Caraway Sauerkraut: Why Add Caraway Seeds?


I have been making plain sauerkraut for some time now, but just started experimenting with flavored krauts in the past year. I recently decided to try caraway kraut because I’ve heard it tastes good and offers some health benefits as well.

Caraway Kraut: Why Add Caraway Seeds?

What Is Caraway?

Caraway seeds are grown throughout Europe and Asia and have similar properties to other spices and herbs such as anise, fennel and valerian. The “seed” is actually the fruit! It is used to flavor breads, alcohol, cake, cheese, soup, fruit, dips and of course cabbage.

A curious superstition was held in olden times about the Caraway. It was deemed to confer the gift of retention, preventing the theft of any object which contained it, and holding the thief in custody within the invaded house. In like manner it was thought to keep lovers from proving fickle (forming an ingredient of love potions), and also to prevent fowls and pigeons from straying. It is an undoubted fact that tame pigeons, who are particularly fond of the seeds, will never stray if they are given a piece of baked Caraway dough in their cote. – Mrs. M. Grieve (Source 1)

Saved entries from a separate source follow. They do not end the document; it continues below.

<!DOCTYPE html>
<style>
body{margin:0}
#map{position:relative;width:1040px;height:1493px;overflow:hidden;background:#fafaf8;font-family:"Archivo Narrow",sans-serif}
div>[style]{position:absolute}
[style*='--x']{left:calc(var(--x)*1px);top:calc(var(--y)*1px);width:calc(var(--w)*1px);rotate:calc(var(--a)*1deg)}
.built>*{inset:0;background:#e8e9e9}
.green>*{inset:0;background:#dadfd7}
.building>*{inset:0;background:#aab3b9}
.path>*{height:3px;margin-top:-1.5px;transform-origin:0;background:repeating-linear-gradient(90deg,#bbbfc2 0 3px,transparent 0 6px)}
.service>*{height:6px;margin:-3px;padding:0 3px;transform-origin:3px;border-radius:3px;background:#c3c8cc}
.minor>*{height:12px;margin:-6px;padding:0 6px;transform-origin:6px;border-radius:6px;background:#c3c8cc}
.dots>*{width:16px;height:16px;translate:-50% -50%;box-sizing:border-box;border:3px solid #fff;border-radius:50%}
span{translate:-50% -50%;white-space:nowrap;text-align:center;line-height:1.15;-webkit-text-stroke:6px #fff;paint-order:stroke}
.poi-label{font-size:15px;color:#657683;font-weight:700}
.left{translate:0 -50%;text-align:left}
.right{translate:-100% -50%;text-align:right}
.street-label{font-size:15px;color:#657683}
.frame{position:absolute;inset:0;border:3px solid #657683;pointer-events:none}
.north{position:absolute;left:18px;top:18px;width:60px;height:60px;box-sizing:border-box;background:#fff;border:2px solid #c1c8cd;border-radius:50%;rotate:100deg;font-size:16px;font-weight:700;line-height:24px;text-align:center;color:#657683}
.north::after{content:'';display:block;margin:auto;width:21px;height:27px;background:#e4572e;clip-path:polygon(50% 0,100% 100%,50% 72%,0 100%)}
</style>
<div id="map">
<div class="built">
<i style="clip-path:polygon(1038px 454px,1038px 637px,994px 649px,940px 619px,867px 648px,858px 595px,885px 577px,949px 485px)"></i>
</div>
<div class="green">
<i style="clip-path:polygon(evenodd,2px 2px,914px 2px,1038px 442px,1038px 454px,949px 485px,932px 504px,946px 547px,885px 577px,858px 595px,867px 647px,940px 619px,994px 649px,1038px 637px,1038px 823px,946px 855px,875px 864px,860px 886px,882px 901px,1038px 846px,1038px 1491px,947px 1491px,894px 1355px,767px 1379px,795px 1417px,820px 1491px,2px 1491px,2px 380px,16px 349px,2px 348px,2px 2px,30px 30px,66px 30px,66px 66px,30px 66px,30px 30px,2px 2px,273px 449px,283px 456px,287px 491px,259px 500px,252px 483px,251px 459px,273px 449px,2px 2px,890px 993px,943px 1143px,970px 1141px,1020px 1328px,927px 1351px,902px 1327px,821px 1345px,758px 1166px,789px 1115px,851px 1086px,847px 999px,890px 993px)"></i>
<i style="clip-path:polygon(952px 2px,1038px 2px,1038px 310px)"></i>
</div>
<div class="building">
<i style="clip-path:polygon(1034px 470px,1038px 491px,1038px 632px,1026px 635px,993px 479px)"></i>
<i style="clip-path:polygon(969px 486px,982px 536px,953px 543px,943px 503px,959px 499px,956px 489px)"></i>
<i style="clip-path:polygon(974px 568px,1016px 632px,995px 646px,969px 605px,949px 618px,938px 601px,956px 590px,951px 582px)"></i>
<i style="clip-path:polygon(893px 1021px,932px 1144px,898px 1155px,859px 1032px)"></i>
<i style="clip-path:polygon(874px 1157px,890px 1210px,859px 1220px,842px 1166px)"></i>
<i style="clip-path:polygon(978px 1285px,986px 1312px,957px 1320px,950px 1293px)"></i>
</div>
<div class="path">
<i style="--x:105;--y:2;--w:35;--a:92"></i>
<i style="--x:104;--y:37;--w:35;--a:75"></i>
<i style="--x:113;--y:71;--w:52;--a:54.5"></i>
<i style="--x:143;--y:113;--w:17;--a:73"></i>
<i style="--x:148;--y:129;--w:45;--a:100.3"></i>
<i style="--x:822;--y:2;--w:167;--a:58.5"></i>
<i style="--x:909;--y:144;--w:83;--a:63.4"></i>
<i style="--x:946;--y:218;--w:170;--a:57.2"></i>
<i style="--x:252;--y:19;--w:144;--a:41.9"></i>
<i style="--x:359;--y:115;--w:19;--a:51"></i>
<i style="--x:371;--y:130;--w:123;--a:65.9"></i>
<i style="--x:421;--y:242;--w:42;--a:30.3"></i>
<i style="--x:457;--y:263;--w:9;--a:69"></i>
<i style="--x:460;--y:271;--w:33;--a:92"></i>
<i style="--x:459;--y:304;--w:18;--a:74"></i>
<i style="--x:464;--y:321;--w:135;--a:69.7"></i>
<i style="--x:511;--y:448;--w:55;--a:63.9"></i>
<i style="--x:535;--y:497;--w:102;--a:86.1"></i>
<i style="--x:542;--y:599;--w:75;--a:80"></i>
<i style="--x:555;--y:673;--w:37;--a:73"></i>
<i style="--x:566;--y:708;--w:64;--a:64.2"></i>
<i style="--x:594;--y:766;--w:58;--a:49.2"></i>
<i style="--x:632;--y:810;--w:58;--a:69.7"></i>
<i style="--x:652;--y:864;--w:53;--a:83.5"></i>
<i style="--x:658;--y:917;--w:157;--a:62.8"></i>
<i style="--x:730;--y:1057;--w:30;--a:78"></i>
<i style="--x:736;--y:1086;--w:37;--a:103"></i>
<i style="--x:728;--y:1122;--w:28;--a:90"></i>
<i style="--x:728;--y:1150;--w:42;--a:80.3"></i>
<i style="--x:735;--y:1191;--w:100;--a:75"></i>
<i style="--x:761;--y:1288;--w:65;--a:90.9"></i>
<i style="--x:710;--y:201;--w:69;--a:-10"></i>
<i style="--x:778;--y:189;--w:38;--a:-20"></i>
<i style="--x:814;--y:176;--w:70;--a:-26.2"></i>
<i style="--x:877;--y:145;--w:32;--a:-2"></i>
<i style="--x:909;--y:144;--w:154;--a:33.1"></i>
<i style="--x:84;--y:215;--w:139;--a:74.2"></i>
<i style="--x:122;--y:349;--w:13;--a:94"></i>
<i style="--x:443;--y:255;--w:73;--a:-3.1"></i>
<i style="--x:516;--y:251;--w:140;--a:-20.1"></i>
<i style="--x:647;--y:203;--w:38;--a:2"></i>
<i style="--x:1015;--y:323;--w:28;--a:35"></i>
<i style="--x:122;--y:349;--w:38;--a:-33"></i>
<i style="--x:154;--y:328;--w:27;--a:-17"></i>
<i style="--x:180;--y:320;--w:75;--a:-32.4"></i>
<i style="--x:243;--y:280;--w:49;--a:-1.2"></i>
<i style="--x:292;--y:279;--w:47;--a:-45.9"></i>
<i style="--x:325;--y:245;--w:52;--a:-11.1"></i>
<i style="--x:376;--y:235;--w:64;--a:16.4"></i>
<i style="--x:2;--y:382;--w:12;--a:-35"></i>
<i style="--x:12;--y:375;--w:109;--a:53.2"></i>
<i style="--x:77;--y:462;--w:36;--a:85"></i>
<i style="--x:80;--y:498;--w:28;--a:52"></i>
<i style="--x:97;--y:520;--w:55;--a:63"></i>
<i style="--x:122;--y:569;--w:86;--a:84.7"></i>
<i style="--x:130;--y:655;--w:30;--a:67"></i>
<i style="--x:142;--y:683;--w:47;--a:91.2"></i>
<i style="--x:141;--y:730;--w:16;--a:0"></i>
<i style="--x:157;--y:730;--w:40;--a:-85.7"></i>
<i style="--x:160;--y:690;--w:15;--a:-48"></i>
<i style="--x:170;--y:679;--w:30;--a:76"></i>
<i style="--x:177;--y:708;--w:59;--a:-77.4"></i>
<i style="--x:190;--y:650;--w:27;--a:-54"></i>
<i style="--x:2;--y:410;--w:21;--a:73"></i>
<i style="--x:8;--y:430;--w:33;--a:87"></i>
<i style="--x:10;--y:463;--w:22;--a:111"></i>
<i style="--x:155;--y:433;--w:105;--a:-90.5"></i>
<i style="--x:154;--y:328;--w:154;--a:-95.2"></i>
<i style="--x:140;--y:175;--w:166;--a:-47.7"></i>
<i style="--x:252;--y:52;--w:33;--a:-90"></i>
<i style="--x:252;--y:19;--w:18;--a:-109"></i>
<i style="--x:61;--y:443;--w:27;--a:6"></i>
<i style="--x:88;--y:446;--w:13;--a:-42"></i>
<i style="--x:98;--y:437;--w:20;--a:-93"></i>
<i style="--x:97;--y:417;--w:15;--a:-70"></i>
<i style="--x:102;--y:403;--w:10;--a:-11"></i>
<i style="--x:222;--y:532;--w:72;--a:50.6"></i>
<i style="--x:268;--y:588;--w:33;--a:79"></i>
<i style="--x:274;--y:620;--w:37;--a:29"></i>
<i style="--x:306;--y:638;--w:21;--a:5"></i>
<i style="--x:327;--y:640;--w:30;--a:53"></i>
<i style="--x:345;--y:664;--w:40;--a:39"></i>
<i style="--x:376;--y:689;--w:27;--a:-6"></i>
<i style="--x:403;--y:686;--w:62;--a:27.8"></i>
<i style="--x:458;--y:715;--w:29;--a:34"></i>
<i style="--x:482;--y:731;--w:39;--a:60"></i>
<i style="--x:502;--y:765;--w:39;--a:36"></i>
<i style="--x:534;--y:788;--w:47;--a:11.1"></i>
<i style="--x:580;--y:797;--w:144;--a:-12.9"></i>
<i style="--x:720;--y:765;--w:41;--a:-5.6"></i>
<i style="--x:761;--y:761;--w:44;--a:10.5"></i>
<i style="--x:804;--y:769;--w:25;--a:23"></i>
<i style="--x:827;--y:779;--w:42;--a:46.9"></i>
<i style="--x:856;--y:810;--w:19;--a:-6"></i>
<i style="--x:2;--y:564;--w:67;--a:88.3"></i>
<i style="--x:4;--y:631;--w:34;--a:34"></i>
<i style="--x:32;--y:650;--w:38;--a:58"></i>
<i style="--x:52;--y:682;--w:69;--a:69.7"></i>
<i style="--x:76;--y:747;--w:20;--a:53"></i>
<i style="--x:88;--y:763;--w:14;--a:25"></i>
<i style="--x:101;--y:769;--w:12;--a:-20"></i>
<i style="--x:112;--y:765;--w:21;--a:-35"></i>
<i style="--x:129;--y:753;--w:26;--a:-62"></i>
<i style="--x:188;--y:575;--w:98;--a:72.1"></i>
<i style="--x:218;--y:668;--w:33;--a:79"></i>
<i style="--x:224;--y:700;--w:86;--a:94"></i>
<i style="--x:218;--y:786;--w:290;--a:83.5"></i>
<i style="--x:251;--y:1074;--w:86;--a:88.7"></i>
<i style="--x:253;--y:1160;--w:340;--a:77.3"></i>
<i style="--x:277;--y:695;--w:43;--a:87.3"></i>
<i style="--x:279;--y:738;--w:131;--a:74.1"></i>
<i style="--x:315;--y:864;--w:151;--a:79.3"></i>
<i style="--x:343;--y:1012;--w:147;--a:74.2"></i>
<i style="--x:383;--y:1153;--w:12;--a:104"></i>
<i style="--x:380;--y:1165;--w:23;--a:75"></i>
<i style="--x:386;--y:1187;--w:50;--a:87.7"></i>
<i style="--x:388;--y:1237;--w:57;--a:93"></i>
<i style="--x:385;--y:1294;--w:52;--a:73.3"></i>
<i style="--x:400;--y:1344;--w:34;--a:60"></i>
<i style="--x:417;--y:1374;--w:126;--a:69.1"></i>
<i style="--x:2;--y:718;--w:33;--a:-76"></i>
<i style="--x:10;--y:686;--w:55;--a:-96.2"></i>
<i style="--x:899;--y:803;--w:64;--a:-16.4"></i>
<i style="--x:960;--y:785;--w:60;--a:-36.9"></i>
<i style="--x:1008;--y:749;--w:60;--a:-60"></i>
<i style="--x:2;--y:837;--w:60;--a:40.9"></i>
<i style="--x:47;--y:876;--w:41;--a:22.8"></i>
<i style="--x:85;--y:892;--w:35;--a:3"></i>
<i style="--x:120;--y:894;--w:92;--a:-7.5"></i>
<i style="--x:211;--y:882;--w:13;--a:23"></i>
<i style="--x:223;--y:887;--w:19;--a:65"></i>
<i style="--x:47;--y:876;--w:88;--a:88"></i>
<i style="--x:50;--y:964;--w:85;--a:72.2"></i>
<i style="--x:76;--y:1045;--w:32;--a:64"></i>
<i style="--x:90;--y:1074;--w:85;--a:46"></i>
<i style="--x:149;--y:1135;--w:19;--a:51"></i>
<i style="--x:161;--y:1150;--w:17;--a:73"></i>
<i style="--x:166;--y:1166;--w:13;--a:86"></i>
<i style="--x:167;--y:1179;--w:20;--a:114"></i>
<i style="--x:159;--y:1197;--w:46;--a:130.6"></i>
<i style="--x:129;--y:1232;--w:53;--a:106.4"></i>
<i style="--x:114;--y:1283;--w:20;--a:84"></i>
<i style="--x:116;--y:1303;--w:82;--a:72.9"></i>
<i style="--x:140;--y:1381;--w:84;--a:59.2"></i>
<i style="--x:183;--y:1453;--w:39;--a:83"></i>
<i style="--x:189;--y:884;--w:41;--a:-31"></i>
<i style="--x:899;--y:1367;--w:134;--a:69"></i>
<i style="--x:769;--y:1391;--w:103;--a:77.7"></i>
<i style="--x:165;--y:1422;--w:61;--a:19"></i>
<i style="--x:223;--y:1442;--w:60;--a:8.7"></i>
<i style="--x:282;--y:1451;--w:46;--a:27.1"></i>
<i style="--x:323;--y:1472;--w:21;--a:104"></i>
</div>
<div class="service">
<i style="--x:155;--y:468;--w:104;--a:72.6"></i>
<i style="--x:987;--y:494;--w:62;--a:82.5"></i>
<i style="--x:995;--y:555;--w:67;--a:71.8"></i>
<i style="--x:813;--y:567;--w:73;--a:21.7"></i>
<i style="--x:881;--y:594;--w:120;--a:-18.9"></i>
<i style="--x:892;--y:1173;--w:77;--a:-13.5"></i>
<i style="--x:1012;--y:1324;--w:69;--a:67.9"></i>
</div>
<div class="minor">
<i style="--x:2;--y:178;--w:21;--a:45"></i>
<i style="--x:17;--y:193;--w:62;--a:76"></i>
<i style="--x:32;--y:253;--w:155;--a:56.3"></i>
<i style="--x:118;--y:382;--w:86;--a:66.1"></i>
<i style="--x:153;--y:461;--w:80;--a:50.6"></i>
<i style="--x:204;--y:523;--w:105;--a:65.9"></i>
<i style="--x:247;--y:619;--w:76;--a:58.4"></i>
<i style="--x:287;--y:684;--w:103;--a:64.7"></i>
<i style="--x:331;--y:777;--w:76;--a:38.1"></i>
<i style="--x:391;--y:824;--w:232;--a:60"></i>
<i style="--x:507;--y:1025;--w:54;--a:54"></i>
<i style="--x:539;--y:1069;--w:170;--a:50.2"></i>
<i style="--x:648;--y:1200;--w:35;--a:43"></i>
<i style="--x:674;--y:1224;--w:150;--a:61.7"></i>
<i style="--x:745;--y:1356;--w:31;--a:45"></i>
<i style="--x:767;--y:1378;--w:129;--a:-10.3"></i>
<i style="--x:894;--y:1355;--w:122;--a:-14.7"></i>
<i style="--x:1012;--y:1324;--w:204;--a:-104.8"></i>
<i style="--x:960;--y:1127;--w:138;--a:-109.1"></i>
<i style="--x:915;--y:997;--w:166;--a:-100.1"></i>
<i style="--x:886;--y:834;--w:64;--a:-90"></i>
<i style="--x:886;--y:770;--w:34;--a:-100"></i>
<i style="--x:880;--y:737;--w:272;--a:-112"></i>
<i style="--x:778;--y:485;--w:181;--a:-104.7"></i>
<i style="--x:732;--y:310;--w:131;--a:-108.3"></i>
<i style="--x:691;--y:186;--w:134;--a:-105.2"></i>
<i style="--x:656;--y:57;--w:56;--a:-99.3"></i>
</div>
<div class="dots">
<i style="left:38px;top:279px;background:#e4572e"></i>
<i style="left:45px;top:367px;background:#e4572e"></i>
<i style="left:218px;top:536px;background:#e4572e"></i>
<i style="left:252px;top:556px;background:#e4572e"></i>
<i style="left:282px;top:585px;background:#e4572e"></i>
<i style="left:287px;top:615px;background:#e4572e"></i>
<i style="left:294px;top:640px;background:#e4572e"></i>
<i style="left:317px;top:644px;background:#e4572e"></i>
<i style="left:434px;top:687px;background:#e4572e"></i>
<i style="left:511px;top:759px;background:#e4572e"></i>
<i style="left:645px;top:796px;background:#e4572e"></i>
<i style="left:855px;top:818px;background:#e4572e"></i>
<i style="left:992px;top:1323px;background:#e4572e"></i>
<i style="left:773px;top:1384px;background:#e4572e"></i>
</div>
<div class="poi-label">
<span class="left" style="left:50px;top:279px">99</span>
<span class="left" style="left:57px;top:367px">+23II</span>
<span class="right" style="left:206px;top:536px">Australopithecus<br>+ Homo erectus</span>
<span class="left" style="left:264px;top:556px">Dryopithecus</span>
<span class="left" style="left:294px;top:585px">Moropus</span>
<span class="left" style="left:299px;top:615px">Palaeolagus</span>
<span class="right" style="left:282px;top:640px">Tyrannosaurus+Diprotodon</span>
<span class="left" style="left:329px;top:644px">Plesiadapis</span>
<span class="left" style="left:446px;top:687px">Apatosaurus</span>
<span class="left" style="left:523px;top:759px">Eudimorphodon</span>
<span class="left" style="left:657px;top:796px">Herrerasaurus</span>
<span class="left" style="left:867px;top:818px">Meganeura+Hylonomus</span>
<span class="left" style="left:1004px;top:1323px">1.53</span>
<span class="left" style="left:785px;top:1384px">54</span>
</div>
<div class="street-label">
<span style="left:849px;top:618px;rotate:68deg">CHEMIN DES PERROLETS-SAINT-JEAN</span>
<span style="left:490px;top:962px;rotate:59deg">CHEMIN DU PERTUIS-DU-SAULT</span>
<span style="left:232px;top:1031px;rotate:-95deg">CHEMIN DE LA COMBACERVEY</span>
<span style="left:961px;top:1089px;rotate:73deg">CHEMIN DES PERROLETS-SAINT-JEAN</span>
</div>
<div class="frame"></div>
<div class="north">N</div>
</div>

What Are The Benefits of Caraway Seeds?

Caraway seeds have carminative properties–it helps to relieve gas by preventing its formation or helping to expel it. They are very soothing to the gastrointestinal tract and so helps with digestive issues such as stomachaches/indigestion. It has been used to sooth colic, earaches, and can help heal bruises when powdered and made into a poultice.

It is rich in minerals such as calcium, magnesium, selenium, phosphorous and potassium. It also contains a variety of vitamins including Vitamin C.

The seeds are also helpful for high blood pressure, cholesterol, gall bladder and kidney issues. The oil in caraway seeds is antihelmintic and antiseptic, so they effectively expel worms and infections from the body. It is useful for women trying to increase lactation or jump-start their periods, as well.

Caraway Kraut & The GAPS Diet

Sauerkraut made of things other than just cabbage and salt are allowed on the GAPS Diet. Any addition, of course, needs to be GAPS-legal and tolerated by the individual. The same rules as “regular kraut” apply–start with only the juice of the ferment if necessary and slowly work your way up.

Most GAPS patients have multiple infections including parasitic ones. These patients also have an increased need for vitamins and minerals. Fermented foods are a very important part of the diet, and sauerkraut is one that should definitely be included. If you suffer from histamine intolerance, get a fermenting vessel such as The Boss Pickler and ferment your sauerkraut for 12 weeks or more. Sauerkraut is amazing for many GAPS complaints such as constipation, diarrhea, low stomach acidity, issues digesting fat, heartburn, indigestion, stomachaches, detoxification and more.

Caraway Sauerkraut

Caraway Kraut Recipe (Yields 1 Quart)

Ingredients
Approx 2.5lbs cabbage
2 tsp-1tbsp caraway seeds (I used a little less than a tbsp)
Approx 22 grams of salt (Click Here for my measuring scale recommendation)

Directions
1. Shred Cabbage. I use the smaller side of this slicer because I like the finer shreds.

2. Add caraway seeds, salt, and a starter if you are using one and mix well.

3. You may pound/massage cabbage at this point if you wish. I tend not to do so.

4. Stuff into jar and press down as much as you can. Leave a few inches of head space.

5. Close jar and let ferment for 24 hours, then check brine level. If cabbage is not well-submerged, you may need to add more water.

6. Ferment at room temperature for 1-2 weeks (if your house is on the warmer side, you’ll ferment at room temperature for less time). Then move to the fridge where you will leave it an additional 9-10 weeks.

Yes, I ferment my sauerkraut for a full 12 weeks and it is delicious! If you are used to making sauerkraut in other ways, you can follow those fermenting instructions for the caraway kraut. It likely will not produce great results when fermented for a long time unless you are using a special fermenting vessel.